Then she breaks down in front of him, just sobs in frustration, like a teacher who has tried to explain the simplest problem and has not gotten through at all. “He has stolen him,” she sobs, the glow of the track lighting shining on her flyaway hennaed hair.
“That’s impossible,” says Henry. “It doesn’t make any sense at all. My partner does not steal children.”
“It’s true,” she says. “Do you disbelieve me?”
“But I have no idea,” Henry pleads with her. “You’re distraught, you’re—”
She puts her enormous handbag on the floor and begins pulling out papers, her passport, her airline tickets, a letter on consular stationery. “This is his picture,” she says, and holds up a photo of a tanned teenager with dark eyes. “His name is Eitan Ben-Ami.”
“Look here,” says Henry, “I must get home. May I call you a cab?”
She seems crushed at this and cries even more. “You don’t believe me.” Henry doesn’t answer. “You don’t listen to me.”
Henry is beginning to feel nervous standing there alone with her in the gallery. “If you’ve lost him, this is a matter for the police,” he says.
“I tell you I’ve gone to the police,” she cries out. “They do nothing.”
“Well,” Henry stammers, “then there’s nothnothing to be done. Now I must close up, I must get home. Please let me call you a cab for your hotel.”
She stands there silent for a long time. Motionless. He begins thinking he should call the police. The police are very good in this neighborhood. Prompt and courteous. “I want to talk to a rabbi,” she says suddenly in a small voice.
“I’ll call you a rabbi then.” Henry hurries anxiously to his desk and begins telephoning synagogues listed in the yellow pages under Houses of Worship. He leaves flustered messages on several answering machines. “This is Henry Markowitz. There is a woman here, Amalya Ben-Ami, staying at Venice Sands, and she needs to speak to the rabbi as soon as possible. She is quite dis-dis-distressed.”

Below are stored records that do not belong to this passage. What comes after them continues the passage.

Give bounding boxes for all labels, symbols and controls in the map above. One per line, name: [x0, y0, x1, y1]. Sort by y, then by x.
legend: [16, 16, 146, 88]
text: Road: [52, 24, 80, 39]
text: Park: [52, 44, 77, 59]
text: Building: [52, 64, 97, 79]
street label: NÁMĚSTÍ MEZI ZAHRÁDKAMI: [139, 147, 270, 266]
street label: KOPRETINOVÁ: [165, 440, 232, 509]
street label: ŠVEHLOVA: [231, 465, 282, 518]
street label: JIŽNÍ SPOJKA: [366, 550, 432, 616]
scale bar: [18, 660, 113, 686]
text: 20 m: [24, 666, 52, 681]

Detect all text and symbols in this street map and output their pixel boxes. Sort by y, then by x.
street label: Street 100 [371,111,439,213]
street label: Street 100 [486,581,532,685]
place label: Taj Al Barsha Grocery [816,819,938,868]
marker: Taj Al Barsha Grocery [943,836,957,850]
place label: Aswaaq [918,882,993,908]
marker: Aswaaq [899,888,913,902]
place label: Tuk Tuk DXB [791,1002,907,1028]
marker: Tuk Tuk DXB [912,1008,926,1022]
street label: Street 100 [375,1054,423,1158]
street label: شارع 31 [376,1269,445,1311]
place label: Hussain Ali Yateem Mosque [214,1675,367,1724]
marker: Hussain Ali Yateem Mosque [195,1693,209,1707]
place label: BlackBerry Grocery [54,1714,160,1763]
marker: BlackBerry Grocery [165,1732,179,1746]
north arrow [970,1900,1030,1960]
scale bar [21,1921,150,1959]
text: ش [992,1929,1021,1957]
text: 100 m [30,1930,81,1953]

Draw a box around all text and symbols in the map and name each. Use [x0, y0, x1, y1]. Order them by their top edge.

Henry’s condominium is ordinary and white, identical to all the others from the outside, but he has hung up his herbs and garlic braid in the galley kitchen, filled the second bedroom from floor to ceiling with his book collection. In the living room a Persian rug covers most of the gray wall-to-wall carpet, and the sliding glass doors are adorned with long flowing curtains and a custom-made scalloped valance in royal blue silk. His old prints cover the walls, and in a place of honor away from the light he has hung his small but real Dürer sketch of a rabbit. He takes off his clothes as soon as he gets in, puts on his silk bathrobe, and runs a hot bath. He needs to soak; he needs to close his eyes and forget the day. He pours himself a drink and takes out the leftover prime rib, beets, and potatoes au gratin to heat up.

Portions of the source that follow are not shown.